- Your assignment -
Somewhere below are a line with "M 976,177 L 1009,201 L 918,326 L 884,302 Z" and a later line with "M 705,729 L 739,763 L 592,911 L 558,878 Z". Output exactly those lines and all lines between them.

Top of Source material

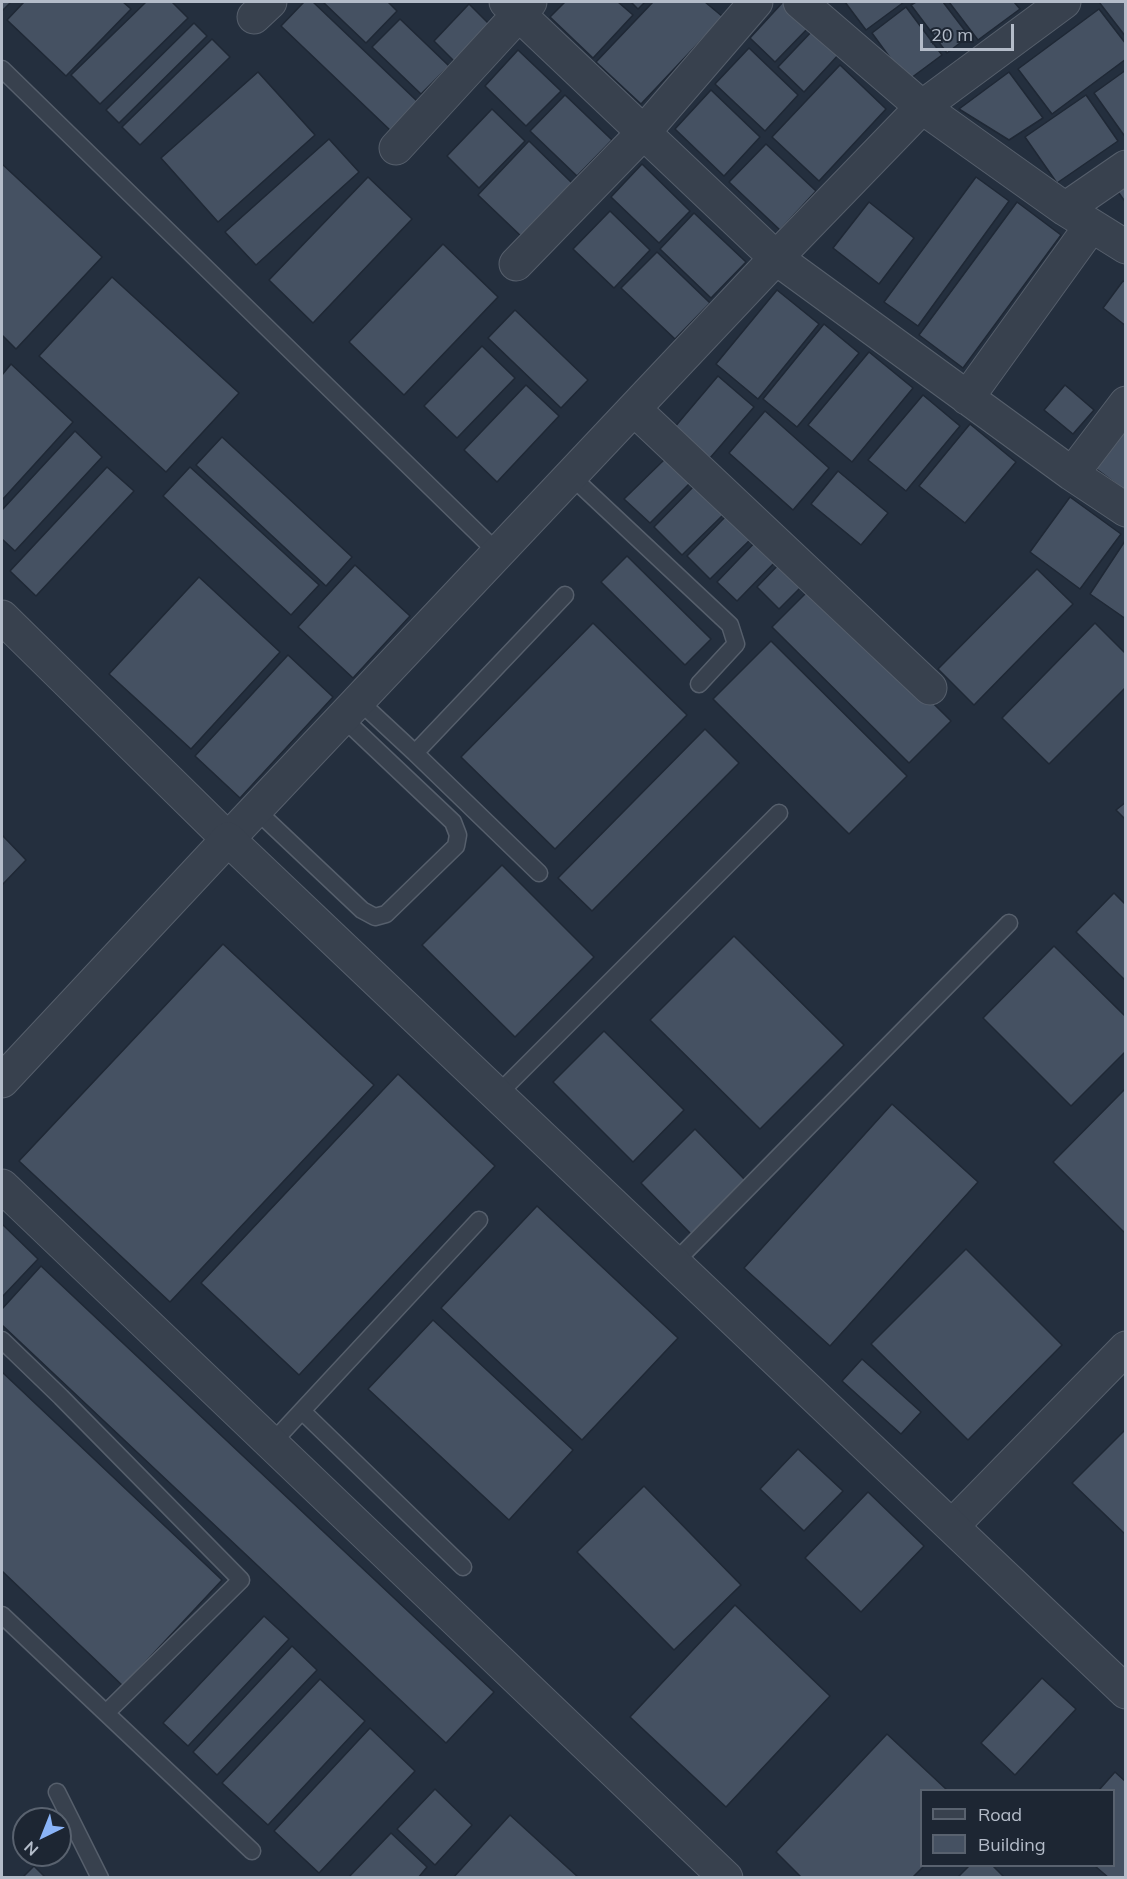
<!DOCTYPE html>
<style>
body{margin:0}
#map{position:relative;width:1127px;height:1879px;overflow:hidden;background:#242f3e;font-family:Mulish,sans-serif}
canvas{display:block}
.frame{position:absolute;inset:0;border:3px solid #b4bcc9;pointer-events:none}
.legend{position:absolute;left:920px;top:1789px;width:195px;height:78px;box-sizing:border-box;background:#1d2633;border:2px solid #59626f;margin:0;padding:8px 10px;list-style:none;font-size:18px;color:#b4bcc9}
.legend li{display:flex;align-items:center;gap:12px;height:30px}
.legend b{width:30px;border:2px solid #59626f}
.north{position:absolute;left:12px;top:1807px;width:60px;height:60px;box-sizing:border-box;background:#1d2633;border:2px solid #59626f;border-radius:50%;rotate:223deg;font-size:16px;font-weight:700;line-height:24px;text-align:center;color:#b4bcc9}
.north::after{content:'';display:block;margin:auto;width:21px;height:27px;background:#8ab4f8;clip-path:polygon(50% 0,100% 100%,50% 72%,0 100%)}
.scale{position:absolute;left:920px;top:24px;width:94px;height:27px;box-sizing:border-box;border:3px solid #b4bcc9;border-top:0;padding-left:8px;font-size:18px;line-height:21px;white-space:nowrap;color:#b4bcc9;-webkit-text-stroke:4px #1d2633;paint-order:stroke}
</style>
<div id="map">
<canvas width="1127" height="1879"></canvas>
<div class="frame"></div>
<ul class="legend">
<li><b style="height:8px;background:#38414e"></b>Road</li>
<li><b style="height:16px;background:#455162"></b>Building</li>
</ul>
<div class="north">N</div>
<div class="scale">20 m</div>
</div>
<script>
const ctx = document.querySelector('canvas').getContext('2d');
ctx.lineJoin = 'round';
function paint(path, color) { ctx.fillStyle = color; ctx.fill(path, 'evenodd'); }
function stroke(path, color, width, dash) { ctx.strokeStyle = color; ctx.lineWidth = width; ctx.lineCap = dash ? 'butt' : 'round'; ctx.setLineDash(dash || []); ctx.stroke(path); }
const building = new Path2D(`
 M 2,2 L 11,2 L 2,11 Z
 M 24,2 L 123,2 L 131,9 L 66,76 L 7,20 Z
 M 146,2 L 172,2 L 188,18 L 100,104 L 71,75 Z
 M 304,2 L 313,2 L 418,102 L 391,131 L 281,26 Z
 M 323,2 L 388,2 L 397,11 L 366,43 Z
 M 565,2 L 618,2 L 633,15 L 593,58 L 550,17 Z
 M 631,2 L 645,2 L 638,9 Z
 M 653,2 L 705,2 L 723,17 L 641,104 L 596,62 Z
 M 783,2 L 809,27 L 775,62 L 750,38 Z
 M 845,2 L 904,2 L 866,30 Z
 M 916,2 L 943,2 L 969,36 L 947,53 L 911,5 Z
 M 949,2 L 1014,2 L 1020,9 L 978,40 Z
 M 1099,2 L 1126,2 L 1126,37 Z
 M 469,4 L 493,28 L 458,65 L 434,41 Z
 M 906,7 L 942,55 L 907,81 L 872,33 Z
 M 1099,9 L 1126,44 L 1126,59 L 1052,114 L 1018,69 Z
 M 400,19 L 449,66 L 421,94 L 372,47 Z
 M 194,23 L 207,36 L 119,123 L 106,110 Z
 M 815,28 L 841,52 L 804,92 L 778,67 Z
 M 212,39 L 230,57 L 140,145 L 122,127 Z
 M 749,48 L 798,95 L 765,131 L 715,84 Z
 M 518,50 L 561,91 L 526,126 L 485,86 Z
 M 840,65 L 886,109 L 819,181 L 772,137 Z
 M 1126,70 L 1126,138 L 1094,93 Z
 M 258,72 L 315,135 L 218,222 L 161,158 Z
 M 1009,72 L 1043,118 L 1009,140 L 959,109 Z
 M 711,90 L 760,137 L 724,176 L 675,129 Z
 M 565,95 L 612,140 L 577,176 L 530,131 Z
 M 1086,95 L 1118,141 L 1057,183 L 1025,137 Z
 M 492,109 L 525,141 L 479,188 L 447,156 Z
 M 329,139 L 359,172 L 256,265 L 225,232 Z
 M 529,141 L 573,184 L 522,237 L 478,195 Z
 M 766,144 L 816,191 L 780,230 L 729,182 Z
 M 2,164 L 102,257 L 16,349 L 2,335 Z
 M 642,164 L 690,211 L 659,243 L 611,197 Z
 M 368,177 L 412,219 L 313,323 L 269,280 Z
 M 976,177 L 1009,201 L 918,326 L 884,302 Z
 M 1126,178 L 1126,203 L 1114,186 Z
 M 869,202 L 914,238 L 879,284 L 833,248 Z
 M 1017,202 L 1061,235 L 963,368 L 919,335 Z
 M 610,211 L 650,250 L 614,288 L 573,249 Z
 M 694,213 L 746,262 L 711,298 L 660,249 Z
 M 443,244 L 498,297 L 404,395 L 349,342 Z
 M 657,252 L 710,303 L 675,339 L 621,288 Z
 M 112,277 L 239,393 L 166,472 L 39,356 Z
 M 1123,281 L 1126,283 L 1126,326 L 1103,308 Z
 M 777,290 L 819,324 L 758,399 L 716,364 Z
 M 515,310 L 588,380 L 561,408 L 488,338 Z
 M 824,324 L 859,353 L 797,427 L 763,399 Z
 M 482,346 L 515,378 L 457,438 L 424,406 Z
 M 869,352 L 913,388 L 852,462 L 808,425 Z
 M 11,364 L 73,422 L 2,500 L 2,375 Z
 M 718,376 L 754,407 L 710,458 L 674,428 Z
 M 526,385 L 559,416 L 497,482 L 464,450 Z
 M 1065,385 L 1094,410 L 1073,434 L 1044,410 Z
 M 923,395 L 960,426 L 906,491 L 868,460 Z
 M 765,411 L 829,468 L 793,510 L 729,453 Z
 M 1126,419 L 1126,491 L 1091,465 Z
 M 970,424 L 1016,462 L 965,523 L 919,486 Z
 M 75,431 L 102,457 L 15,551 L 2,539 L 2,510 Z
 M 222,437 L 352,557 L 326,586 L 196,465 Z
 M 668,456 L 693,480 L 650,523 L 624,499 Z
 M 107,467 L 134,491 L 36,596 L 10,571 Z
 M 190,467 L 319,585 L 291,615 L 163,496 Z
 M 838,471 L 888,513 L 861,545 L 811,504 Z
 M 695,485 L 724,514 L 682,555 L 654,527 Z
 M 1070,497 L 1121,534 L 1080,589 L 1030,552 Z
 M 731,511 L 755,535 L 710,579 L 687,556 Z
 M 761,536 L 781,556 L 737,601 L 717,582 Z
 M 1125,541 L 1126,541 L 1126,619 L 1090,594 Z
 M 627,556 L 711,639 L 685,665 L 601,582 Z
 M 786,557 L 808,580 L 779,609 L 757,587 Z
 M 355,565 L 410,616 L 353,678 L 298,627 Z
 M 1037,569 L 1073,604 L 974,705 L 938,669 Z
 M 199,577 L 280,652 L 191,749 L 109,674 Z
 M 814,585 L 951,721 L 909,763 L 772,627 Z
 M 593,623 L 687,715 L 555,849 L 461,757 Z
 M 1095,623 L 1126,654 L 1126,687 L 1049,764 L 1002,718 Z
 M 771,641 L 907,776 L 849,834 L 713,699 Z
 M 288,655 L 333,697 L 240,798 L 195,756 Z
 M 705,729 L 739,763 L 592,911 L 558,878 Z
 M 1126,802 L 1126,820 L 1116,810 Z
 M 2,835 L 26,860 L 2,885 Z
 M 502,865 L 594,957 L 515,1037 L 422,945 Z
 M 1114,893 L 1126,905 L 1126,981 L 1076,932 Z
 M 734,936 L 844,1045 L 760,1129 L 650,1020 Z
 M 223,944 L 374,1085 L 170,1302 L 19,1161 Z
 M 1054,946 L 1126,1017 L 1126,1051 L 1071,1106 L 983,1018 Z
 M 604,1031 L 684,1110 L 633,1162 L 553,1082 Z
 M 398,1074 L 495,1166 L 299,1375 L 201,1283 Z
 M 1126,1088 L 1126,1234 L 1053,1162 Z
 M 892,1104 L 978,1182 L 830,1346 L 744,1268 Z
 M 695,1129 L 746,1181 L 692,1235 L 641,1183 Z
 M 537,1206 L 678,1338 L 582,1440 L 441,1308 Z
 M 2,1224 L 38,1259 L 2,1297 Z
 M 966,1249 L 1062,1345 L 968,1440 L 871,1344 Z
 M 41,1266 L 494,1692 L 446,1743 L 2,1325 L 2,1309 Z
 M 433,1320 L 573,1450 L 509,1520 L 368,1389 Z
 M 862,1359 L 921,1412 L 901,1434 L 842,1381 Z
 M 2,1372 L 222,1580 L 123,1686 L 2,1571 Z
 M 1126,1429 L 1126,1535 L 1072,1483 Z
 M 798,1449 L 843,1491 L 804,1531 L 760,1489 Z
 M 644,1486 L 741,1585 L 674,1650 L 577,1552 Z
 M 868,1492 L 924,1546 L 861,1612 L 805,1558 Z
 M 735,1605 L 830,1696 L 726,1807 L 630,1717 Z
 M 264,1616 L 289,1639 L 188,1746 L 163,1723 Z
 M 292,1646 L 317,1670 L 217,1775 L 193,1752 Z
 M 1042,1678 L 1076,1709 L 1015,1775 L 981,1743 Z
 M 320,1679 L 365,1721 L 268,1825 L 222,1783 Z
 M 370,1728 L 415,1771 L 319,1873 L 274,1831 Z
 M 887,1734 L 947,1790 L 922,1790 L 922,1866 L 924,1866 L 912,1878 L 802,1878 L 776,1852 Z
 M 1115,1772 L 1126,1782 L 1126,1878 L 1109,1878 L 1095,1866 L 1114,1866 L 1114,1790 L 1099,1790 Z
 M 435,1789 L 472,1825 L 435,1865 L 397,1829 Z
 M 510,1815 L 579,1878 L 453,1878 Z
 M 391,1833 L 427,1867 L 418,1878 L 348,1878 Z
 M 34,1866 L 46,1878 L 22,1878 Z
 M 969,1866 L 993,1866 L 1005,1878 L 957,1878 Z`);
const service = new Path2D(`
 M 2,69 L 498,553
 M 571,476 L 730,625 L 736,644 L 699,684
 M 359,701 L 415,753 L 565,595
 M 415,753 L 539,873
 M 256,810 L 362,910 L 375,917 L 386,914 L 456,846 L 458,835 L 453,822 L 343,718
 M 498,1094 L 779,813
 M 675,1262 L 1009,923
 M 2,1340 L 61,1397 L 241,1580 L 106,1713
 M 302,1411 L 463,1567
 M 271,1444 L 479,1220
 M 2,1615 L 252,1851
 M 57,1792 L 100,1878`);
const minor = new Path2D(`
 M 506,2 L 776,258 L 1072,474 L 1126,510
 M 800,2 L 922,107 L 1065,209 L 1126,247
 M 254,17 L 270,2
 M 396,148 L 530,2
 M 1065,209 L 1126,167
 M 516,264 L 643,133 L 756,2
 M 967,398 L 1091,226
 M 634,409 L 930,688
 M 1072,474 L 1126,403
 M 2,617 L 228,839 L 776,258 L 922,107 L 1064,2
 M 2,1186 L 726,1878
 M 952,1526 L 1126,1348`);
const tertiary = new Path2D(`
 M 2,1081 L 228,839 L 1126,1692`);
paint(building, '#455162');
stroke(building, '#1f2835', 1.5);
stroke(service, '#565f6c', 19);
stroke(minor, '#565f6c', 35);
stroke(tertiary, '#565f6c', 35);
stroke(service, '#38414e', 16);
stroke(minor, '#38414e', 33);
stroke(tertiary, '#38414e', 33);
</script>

Bottom of Source material
Top of Source material

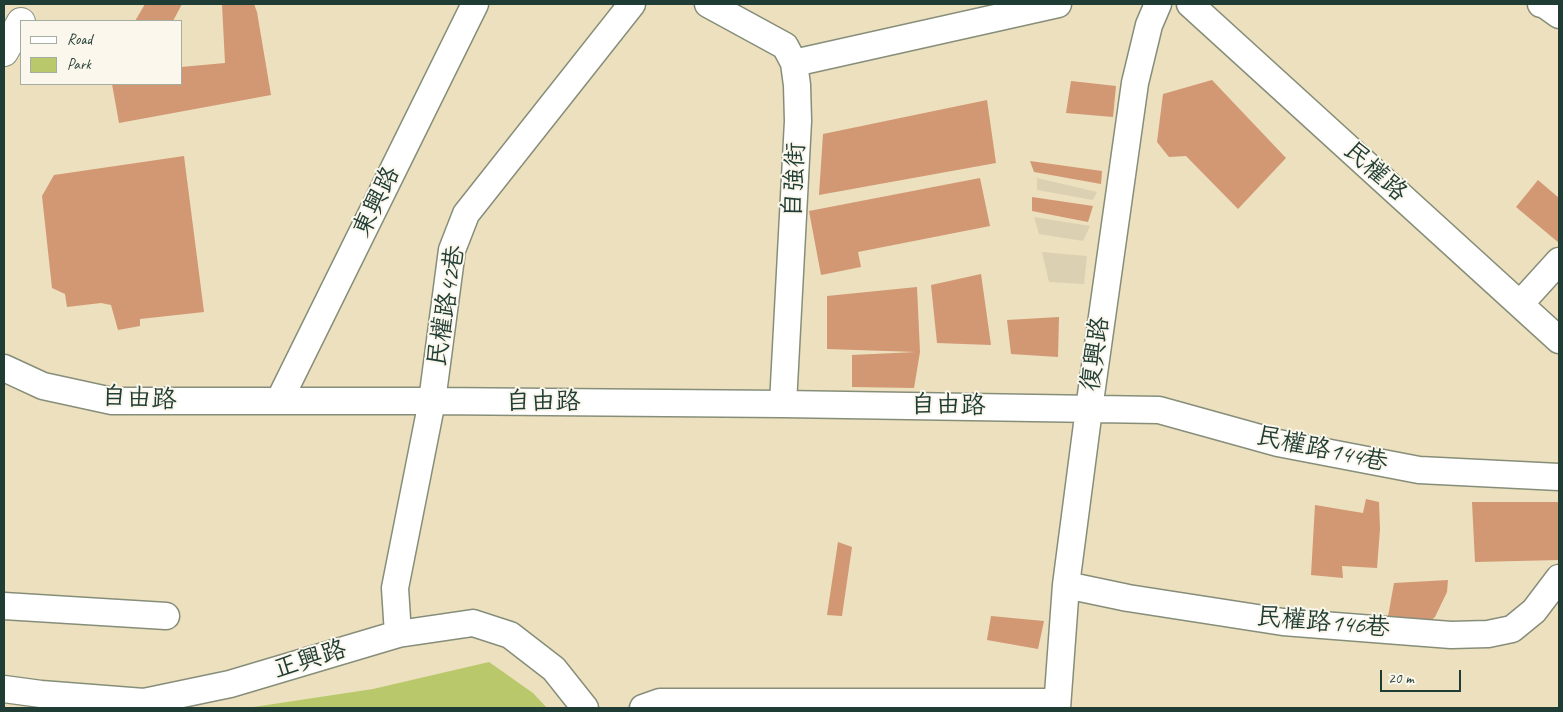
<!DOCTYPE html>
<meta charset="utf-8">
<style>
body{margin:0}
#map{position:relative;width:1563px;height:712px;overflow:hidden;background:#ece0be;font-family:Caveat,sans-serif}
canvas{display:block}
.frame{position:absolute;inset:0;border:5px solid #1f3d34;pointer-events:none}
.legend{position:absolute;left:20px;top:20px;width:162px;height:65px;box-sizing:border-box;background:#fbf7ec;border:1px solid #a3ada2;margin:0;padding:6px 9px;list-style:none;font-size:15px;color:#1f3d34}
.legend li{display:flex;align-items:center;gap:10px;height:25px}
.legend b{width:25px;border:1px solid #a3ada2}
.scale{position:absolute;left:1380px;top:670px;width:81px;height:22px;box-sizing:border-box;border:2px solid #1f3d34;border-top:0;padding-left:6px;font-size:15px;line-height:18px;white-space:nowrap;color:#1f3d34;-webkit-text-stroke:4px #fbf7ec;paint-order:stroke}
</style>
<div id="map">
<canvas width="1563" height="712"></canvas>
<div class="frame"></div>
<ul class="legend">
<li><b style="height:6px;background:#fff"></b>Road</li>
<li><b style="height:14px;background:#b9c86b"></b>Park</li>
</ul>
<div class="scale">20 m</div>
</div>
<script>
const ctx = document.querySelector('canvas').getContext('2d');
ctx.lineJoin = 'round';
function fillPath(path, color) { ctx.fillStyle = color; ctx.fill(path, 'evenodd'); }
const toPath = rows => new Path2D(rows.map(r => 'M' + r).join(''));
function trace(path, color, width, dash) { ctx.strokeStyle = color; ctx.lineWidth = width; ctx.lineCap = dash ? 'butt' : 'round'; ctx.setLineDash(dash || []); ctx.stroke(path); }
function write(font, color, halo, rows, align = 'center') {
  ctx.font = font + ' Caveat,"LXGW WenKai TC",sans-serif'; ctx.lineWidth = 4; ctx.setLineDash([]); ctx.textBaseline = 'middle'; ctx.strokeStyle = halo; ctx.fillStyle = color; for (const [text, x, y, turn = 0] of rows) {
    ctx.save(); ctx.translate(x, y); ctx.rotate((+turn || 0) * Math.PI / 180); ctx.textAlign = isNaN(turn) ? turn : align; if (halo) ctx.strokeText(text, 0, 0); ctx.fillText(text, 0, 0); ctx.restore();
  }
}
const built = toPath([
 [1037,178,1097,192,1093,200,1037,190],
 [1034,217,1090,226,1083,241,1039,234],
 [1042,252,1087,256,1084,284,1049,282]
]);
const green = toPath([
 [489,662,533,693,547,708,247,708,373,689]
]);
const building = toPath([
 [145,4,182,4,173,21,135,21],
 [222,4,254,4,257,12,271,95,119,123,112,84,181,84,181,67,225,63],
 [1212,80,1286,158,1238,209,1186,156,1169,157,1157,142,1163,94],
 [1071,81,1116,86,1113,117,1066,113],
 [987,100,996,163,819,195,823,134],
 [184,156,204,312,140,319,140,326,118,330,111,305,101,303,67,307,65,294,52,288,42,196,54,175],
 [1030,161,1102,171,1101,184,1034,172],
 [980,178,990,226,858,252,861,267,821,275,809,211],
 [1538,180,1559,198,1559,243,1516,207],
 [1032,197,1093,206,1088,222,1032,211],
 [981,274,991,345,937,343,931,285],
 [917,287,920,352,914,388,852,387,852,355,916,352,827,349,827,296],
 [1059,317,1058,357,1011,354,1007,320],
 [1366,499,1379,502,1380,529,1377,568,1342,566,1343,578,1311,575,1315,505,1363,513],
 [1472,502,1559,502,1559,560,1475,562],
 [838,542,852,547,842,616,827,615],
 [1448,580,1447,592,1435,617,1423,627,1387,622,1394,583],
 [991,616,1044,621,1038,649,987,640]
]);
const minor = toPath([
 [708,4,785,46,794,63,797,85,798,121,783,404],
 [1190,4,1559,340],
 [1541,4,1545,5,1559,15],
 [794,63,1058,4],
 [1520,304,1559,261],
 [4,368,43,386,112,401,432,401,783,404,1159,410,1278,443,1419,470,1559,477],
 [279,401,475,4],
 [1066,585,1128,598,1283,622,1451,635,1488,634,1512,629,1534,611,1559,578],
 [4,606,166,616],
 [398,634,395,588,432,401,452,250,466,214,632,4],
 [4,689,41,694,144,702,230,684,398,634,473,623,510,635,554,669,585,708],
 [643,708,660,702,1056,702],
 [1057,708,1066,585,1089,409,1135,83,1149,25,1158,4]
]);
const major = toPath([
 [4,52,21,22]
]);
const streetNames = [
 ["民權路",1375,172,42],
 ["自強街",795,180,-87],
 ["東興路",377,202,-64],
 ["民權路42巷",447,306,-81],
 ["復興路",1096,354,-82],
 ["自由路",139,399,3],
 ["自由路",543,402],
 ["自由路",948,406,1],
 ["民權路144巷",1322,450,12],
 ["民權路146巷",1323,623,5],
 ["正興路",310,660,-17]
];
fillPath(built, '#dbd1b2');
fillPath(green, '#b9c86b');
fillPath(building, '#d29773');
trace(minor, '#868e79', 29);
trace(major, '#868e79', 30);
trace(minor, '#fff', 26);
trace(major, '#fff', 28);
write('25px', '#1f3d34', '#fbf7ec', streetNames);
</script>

Bottom of Source material

- Task answer -
 M 976,177 L 1009,201 L 918,326 L 884,302 Z
 M 1126,178 L 1126,203 L 1114,186 Z
 M 869,202 L 914,238 L 879,284 L 833,248 Z
 M 1017,202 L 1061,235 L 963,368 L 919,335 Z
 M 610,211 L 650,250 L 614,288 L 573,249 Z
 M 694,213 L 746,262 L 711,298 L 660,249 Z
 M 443,244 L 498,297 L 404,395 L 349,342 Z
 M 657,252 L 710,303 L 675,339 L 621,288 Z
 M 112,277 L 239,393 L 166,472 L 39,356 Z
 M 1123,281 L 1126,283 L 1126,326 L 1103,308 Z
 M 777,290 L 819,324 L 758,399 L 716,364 Z
 M 515,310 L 588,380 L 561,408 L 488,338 Z
 M 824,324 L 859,353 L 797,427 L 763,399 Z
 M 482,346 L 515,378 L 457,438 L 424,406 Z
 M 869,352 L 913,388 L 852,462 L 808,425 Z
 M 11,364 L 73,422 L 2,500 L 2,375 Z
 M 718,376 L 754,407 L 710,458 L 674,428 Z
 M 526,385 L 559,416 L 497,482 L 464,450 Z
 M 1065,385 L 1094,410 L 1073,434 L 1044,410 Z
 M 923,395 L 960,426 L 906,491 L 868,460 Z
 M 765,411 L 829,468 L 793,510 L 729,453 Z
 M 1126,419 L 1126,491 L 1091,465 Z
 M 970,424 L 1016,462 L 965,523 L 919,486 Z
 M 75,431 L 102,457 L 15,551 L 2,539 L 2,510 Z
 M 222,437 L 352,557 L 326,586 L 196,465 Z
 M 668,456 L 693,480 L 650,523 L 624,499 Z
 M 107,467 L 134,491 L 36,596 L 10,571 Z
 M 190,467 L 319,585 L 291,615 L 163,496 Z
 M 838,471 L 888,513 L 861,545 L 811,504 Z
 M 695,485 L 724,514 L 682,555 L 654,527 Z
 M 1070,497 L 1121,534 L 1080,589 L 1030,552 Z
 M 731,511 L 755,535 L 710,579 L 687,556 Z
 M 761,536 L 781,556 L 737,601 L 717,582 Z
 M 1125,541 L 1126,541 L 1126,619 L 1090,594 Z
 M 627,556 L 711,639 L 685,665 L 601,582 Z
 M 786,557 L 808,580 L 779,609 L 757,587 Z
 M 355,565 L 410,616 L 353,678 L 298,627 Z
 M 1037,569 L 1073,604 L 974,705 L 938,669 Z
 M 199,577 L 280,652 L 191,749 L 109,674 Z
 M 814,585 L 951,721 L 909,763 L 772,627 Z
 M 593,623 L 687,715 L 555,849 L 461,757 Z
 M 1095,623 L 1126,654 L 1126,687 L 1049,764 L 1002,718 Z
 M 771,641 L 907,776 L 849,834 L 713,699 Z
 M 288,655 L 333,697 L 240,798 L 195,756 Z
 M 705,729 L 739,763 L 592,911 L 558,878 Z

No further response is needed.